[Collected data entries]
────
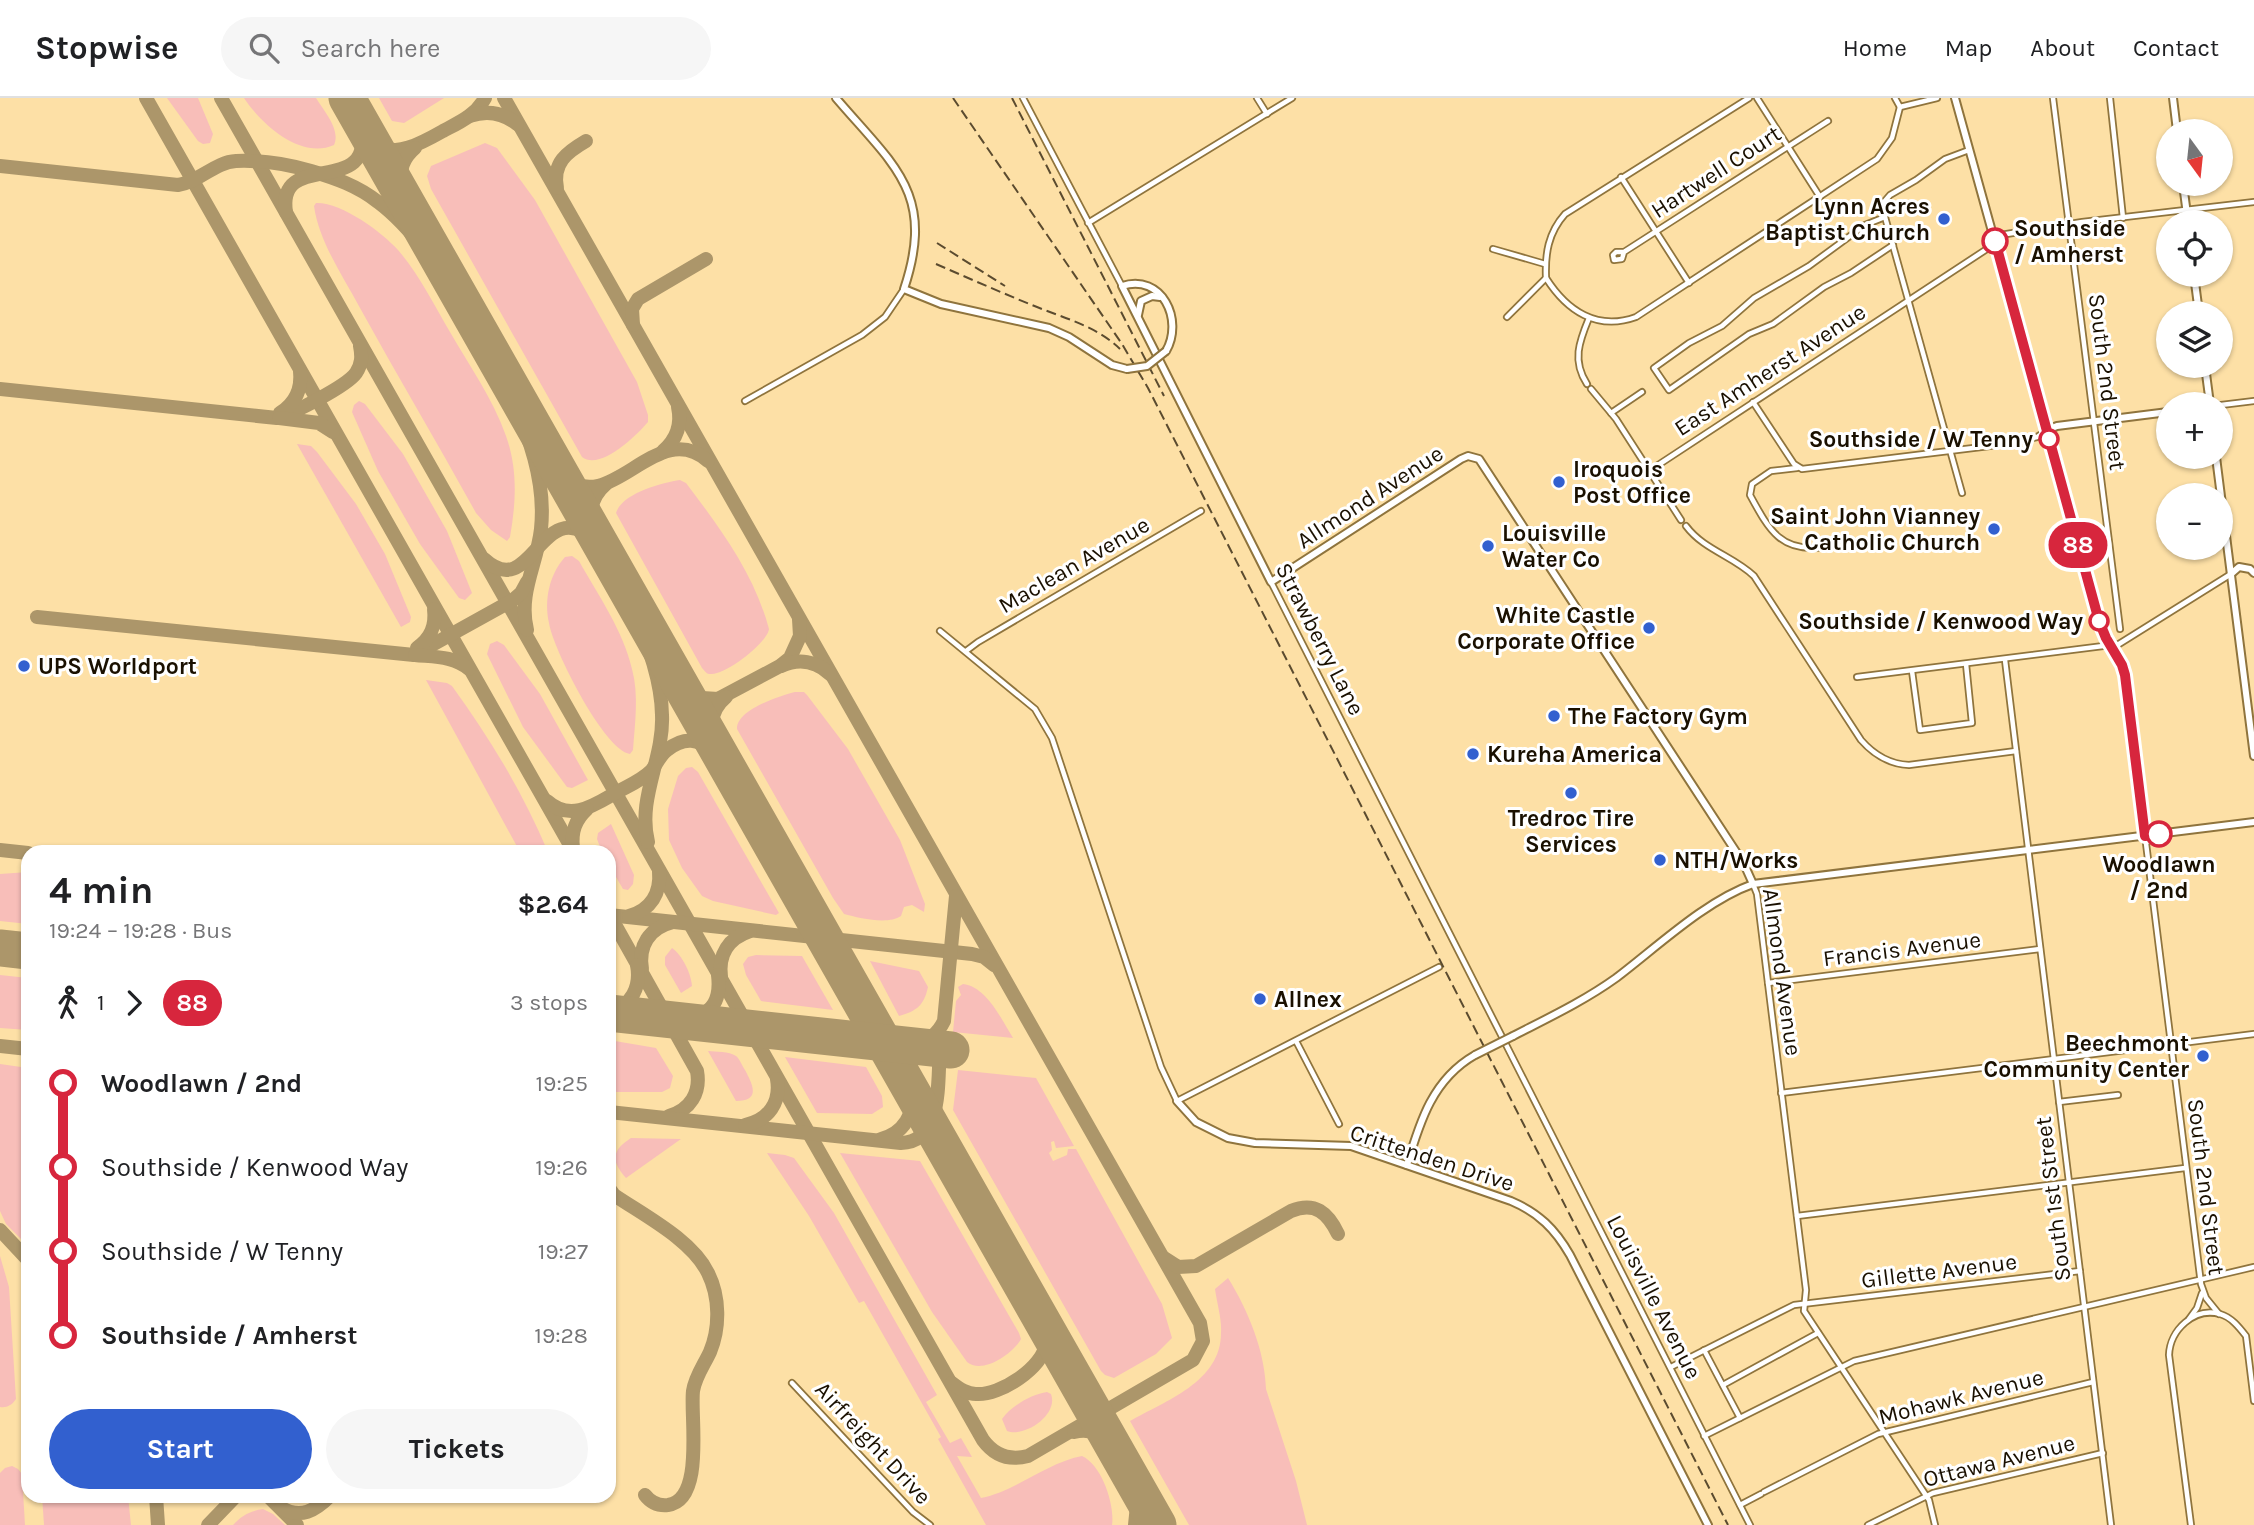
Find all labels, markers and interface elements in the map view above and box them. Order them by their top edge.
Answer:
search box [221,17,711,80]
text: Stopwise [35,29,179,67]
icon: search [245,29,283,67]
text: Search here [301,33,440,64]
text: Home [1843,34,1907,62]
text: Map [1945,34,1992,62]
text: About [2030,34,2095,62]
text: Contact [2133,34,2219,62]
north arrow [2156,119,2233,196]
map controls [2156,119,2233,560]
street label: Hartwell Court [1646,120,1786,224]
place label: Lynn Acres Baptist Church [1765,193,1930,246]
button: locate [2156,210,2233,287]
marker: Lynn Acres Baptist Church [1936,211,1952,227]
place label: Southside / Amherst [2014,215,2126,268]
marker: Southside / Amherst [1982,228,2008,254]
street label: South 2nd Street [2083,292,2131,472]
street label: East Amherst Avenue [1669,298,1871,442]
button: layers [2156,301,2233,378]
button: + [2156,392,2233,469]
place label: Southside / W Tenny [1809,426,2033,453]
marker: Southside / W Tenny [2039,429,2059,449]
street label: Allmond Avenue [1292,440,1448,554]
place label: Iroquois Post Office [1573,456,1691,509]
marker: Iroquois Post Office [1551,474,1567,490]
button: − [2156,483,2233,560]
place label: Saint John Vianney Catholic Church [1770,503,1980,556]
street label: Maclean Avenue [994,511,1154,619]
place label: Louisville Water Co [1502,520,1606,573]
marker: Saint John Vianney Catholic Church [1986,521,2002,537]
line badge: 88 [2046,522,2110,568]
text: 88 [2062,531,2094,559]
marker: Louisville Water Co [1480,538,1496,554]
street label: Strawberry Lane [1270,558,1370,720]
place label: White Castle Corporate Office [1457,602,1635,655]
place label: Southside / Kenwood Way [1798,608,2083,635]
marker: Southside / Kenwood Way [2089,611,2109,631]
marker: White Castle Corporate Office [1641,620,1657,636]
place label: UPS Worldport [38,653,197,680]
marker: UPS Worldport [16,658,32,674]
place label: The Factory Gym [1568,703,1748,730]
marker: The Factory Gym [1546,708,1562,724]
place label: Kureha America [1487,741,1662,768]
marker: Kureha America [1465,746,1481,762]
marker: Tredroc Tire Services [1563,785,1579,801]
place label: Tredroc Tire Services [1508,805,1634,858]
marker: Woodlawn / 2nd [2146,821,2172,847]
place label: NTH/Works [1674,847,1798,874]
place label: Woodlawn / 2nd [2102,851,2216,904]
marker: NTH/Works [1652,852,1668,868]
text: 4 min [49,868,153,913]
street label: Allmond Avenue [1757,887,1807,1057]
text: $2.64 [518,889,588,920]
text: 19:24 – 19:28 · Bus [49,917,232,944]
street label: Francis Avenue [1822,926,1982,972]
icon: walk [49,984,87,1022]
icon: forward [115,984,153,1022]
place label: Allnex [1274,986,1342,1013]
text: 1 [97,989,105,1016]
text: 88 [177,989,208,1017]
text: 3 stops [510,989,588,1016]
marker: Allnex [1252,991,1268,1007]
place label: Beechmont Community Center [1984,1030,2189,1083]
marker: Beechmont Community Center [2195,1048,2211,1064]
text: Woodlawn / 2nd [101,1068,302,1099]
text: 19:25 [535,1070,588,1097]
street label: South 2nd Street [2182,1097,2230,1277]
street label: South 1st Street [2029,1115,2076,1283]
street label: Crittenden Drive [1347,1119,1517,1197]
text: Southside / Kenwood Way [101,1152,408,1183]
text: 19:26 [535,1154,588,1181]
street label: Louisville Avenue [1601,1210,1707,1384]
text: Southside / W Tenny [101,1236,343,1267]
text: 19:27 [538,1238,588,1265]
street label: Gillette Avenue [1860,1248,2018,1294]
text: Southside / Amherst [101,1320,358,1351]
text: 19:28 [534,1322,588,1349]
street label: Mohawk Avenue [1876,1363,2046,1431]
street label: Airfreight Drive [809,1376,937,1510]
button: Start [49,1409,312,1489]
button: Tickets [326,1409,588,1489]
street label: Ottawa Avenue [1920,1429,2078,1493]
────
## What to do
Pull every line containing "Acres" from the entries above and copy it.

## Task answer
place label: Lynn Acres Baptist Church [1765,193,1930,246]
marker: Lynn Acres Baptist Church [1936,211,1952,227]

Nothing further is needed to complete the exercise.